MILANO - La polemica sulle richieste dell'Imu, e quindi anche i pochi correttivi che i Comuni sono riusciti fin qui a introdurre nella tendenza generalizzata al rialzo, si sono concentrate sulle abitazioni: la stangata, però, si profila ancora più dura per negozi e immobili delle imprese, alle prese anche con recessione e crisi dei consumi. A loro le regole generali dell'imposta non risparmiano alcun rincaro e le scelte comunali non sembrano quasi mai riservare un trattamento "su misura". Risultato: per i negozi e gli uffici gli incrementi rispetto alle richieste avanzate dall'Ici fino allo scorso anno arrivano a superare il 240 per cento (cioè: nel 2012 si paga fino a 3 volte e mezza quanto versato nel 2011), mentre ai proprietari di capannoni industriali il debutto della nuova imposta municipale costerà fino al 155% in più (in questo caso, dove si pagava 100 si verserà 255).

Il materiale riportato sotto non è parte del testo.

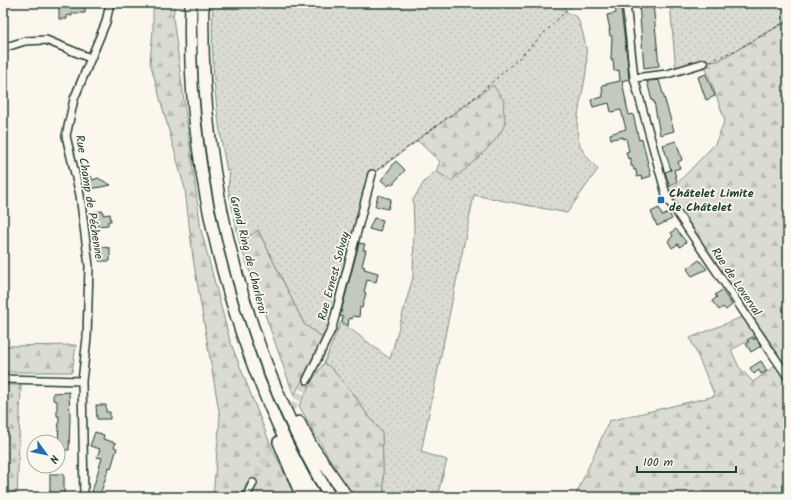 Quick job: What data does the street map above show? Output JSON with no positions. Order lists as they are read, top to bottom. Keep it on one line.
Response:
{"streets":{"highway":["Grand Ring de Charleroi"],"street":["Rue Champ de Péchenne","Rue Ernest Solvay","Rue de Loverval"]},"places":{"transit":["Châtelet Limite de Châtelet"]},"scale_bar":"100 m","north":"bottom right"}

Il rischio era stato abbondantemente previsto fin dalla prima lettura del decreto «Salva-Italia», ma Parlamento e Governo non hanno ritenuto di introdurre correttivi nel provvedimento sulle «semplificazioni fiscali» varato in primavera (quello che ha introdotto l'opzione delle tre rate sull'abitazione principale, per intenderci) e le scelte fiscali che le Giunte stanno definendo in vista della prima scadenza del 30 giugno sembrano peggiorare ulteriormente il quadro. Anche dove si è deciso, almeno per ora, di non allontanarsi dalle aliquote di riferimento fissate dalla legge nazionale, comunque, l'Imu colpirà con molta più decisione rispetto all'Ici.
Il primatista del rincaro, fra i grandi centri, è il Comune di Milano, che in questo calcolo è però penalizzato dal fatto che l'Ici fino al 2011 si è mantenuta a livelli decisamente più bassi rispetto alla media nazionale.
Passare in un solo anno dal fondo alla cima della montagna della pressione fiscale sul mattone costerà ai proprietari di negozi nel capoluogo lombardo un aumento del 243%, mentre nel caso degli uffici la sassata è del 239%. Sistemati in questo modo piccolo commercio e terziario, l'Imu milanese chiederà invece il 154% in più dell'Ici ai titolari di centri commerciali e capannoni industriali. Le differenze non dipendono però da una strategia comunale, che al momento si limita solo a chiedere a tutti l'aliquota massima del 10,6 per mille: a graduare gli aumenti è la normativa nazionale, che con i nuovi moltiplicatori da applicare alla rendita catastale gonfia del 20% la base imponibile di centri commerciali e capannoni, del 60% quella degli uffici e del 62% quella dei negozi. Il resto arriva dalle nuove aliquote nazionali e, naturalmente, dalle "aggiunte" comunali. Al secondo posto nella graduatoria dei rincari arrivano Cagliari e Torino, città in cui i problemi di bilancio hanno spinto al rialzo anche le aliquote sull'abitazione principale, mantenuta invece al 4 per mille a Milano.
A tradurre le percentuali in euro, però, sono i valori catastali delle città, e in questo caso la classifica cambia. Tutti gli esempi in tabella sono fondati su immobili identici, della classe catastale media di ogni categorie, situati in zone fra loro comparabili (negozi e uffici in centro, capannoni e centri commerciali in periferia). Lo stesso negozio che a Milano paga 722 euro all'anno, però, deve versarne quasi il doppio a Bologna e Firenze e quasi il triplo a Roma, anche se l'aliquota non cambia (è il massimo in tutti e tre i casi). Ad allineare queste differenze ai valori di mercato dovrebbe pensarci la delega fiscale, che potrebbe arrivare al prossimo consiglio dei ministri: dall'approvazione all'attuazione, però, il cammino è incerto quanto lungo. Non tutto il super-aumento, comunque, si farà sentire al primo appuntamento alla cassa: l'acconto si pagherà ad aliquota standard, con incrementi medi del 90% per negozi e uffici e del 42% per capannoni e centri commerciali: il resto arriverà appena prima di Natale, con il saldo da versare entro il 17 dicembre.